BEGIN

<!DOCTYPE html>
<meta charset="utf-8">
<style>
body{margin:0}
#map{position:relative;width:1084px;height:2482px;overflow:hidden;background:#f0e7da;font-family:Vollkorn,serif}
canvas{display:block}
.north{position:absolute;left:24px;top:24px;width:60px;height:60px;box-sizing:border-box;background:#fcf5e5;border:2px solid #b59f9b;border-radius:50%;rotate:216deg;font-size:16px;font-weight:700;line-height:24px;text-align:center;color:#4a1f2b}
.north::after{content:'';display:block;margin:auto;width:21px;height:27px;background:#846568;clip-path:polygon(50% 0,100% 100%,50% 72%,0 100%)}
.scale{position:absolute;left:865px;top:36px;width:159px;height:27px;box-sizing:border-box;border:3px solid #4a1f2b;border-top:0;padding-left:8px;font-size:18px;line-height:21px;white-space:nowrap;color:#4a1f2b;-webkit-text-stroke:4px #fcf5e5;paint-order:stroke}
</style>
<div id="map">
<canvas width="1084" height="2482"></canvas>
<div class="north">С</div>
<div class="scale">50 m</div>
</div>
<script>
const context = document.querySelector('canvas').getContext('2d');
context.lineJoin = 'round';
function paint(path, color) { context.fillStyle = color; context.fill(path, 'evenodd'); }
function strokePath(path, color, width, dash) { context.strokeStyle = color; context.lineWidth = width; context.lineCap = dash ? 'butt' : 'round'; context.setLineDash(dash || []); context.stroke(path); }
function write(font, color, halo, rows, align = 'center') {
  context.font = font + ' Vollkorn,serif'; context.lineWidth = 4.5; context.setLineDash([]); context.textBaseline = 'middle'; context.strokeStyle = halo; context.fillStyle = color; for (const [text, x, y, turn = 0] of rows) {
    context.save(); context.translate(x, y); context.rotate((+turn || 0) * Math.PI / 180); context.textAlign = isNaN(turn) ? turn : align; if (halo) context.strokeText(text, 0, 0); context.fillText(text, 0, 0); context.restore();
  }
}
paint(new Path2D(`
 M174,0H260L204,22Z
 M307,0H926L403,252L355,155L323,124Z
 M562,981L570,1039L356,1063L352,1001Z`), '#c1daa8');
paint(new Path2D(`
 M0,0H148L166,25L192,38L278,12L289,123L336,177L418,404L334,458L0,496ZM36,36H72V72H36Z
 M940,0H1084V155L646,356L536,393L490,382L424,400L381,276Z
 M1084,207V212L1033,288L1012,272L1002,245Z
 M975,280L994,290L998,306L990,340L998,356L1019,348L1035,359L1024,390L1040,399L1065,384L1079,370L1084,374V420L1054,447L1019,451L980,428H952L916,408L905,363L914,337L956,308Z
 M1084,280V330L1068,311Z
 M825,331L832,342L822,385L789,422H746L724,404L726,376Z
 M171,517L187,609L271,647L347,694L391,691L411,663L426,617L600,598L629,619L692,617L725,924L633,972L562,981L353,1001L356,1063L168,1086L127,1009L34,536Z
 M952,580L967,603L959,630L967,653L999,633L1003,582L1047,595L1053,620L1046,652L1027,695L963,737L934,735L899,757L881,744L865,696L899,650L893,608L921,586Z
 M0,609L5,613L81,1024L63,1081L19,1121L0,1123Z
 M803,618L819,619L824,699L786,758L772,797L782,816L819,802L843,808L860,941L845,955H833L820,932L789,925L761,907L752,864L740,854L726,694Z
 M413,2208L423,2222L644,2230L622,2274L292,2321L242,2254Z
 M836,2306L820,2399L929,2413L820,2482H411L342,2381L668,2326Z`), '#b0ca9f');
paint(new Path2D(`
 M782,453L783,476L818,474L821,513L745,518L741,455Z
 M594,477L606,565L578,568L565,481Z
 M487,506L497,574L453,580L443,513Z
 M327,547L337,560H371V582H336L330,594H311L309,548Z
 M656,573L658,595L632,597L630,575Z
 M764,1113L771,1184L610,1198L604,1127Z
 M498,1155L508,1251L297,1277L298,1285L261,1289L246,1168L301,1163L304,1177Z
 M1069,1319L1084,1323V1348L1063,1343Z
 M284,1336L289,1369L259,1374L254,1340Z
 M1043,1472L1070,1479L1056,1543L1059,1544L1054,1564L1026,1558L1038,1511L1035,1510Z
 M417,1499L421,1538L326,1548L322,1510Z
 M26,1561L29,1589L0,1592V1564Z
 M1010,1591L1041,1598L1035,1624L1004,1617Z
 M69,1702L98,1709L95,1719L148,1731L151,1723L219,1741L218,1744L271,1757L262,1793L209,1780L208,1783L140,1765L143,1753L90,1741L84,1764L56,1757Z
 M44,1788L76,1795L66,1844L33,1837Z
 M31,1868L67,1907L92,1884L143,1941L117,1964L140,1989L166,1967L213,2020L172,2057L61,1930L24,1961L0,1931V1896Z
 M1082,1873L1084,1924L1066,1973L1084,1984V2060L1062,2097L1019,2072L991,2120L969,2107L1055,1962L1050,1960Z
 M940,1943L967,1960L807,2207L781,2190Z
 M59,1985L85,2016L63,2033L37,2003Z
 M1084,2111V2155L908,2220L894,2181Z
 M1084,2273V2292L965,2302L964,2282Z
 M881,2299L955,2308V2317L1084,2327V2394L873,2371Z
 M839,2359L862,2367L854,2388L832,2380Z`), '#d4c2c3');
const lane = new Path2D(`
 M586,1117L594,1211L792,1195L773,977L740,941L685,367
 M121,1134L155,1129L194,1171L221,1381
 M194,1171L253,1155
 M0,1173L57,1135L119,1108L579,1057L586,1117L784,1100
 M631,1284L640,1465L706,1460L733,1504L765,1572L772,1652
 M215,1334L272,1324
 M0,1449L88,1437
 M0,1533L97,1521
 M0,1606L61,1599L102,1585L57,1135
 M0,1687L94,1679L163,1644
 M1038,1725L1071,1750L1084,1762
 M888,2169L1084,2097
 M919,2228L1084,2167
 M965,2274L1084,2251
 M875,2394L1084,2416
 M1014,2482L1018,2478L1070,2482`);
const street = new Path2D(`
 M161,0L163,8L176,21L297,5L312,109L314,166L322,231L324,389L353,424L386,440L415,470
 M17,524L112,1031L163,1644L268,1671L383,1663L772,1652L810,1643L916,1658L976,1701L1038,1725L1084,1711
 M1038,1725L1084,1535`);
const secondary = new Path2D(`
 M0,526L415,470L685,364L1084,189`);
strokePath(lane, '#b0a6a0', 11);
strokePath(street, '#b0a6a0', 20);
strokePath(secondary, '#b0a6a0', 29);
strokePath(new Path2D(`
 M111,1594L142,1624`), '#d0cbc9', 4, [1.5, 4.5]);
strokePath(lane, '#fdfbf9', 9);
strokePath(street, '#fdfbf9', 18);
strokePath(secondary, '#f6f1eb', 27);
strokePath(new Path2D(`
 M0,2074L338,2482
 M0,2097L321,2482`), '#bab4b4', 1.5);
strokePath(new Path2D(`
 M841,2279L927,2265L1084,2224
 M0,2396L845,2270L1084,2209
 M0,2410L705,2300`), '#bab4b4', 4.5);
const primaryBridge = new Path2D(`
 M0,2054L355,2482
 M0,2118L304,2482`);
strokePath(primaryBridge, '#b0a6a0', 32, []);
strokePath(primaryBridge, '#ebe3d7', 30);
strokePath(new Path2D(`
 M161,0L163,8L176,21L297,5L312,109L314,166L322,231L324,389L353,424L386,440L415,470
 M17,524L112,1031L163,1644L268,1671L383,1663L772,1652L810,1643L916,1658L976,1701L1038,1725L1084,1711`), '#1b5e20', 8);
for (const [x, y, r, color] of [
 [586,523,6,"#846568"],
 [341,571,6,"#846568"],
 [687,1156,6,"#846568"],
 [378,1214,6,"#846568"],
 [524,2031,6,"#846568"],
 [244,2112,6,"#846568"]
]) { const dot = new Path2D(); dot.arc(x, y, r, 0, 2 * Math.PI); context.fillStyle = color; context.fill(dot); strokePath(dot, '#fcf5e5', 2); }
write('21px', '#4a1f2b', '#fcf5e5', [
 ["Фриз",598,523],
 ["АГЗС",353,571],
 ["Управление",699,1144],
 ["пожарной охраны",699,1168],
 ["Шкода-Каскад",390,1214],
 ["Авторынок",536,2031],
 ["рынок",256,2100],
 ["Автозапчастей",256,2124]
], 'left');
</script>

END

• _Problem details_
Retype the records above exactly, from their first line through the line that contains "context.lineJoin = 'round';", and stop there.

• _Task response_
<!DOCTYPE html>
<meta charset="utf-8">
<style>
body{margin:0}
#map{position:relative;width:1084px;height:2482px;overflow:hidden;background:#f0e7da;font-family:Vollkorn,serif}
canvas{display:block}
.north{position:absolute;left:24px;top:24px;width:60px;height:60px;box-sizing:border-box;background:#fcf5e5;border:2px solid #b59f9b;border-radius:50%;rotate:216deg;font-size:16px;font-weight:700;line-height:24px;text-align:center;color:#4a1f2b}
.north::after{content:'';display:block;margin:auto;width:21px;height:27px;background:#846568;clip-path:polygon(50% 0,100% 100%,50% 72%,0 100%)}
.scale{position:absolute;left:865px;top:36px;width:159px;height:27px;box-sizing:border-box;border:3px solid #4a1f2b;border-top:0;padding-left:8px;font-size:18px;line-height:21px;white-space:nowrap;color:#4a1f2b;-webkit-text-stroke:4px #fcf5e5;paint-order:stroke}
</style>
<div id="map">
<canvas width="1084" height="2482"></canvas>
<div class="north">С</div>
<div class="scale">50 m</div>
</div>
<script>
const context = document.querySelector('canvas').getContext('2d');
context.lineJoin = 'round';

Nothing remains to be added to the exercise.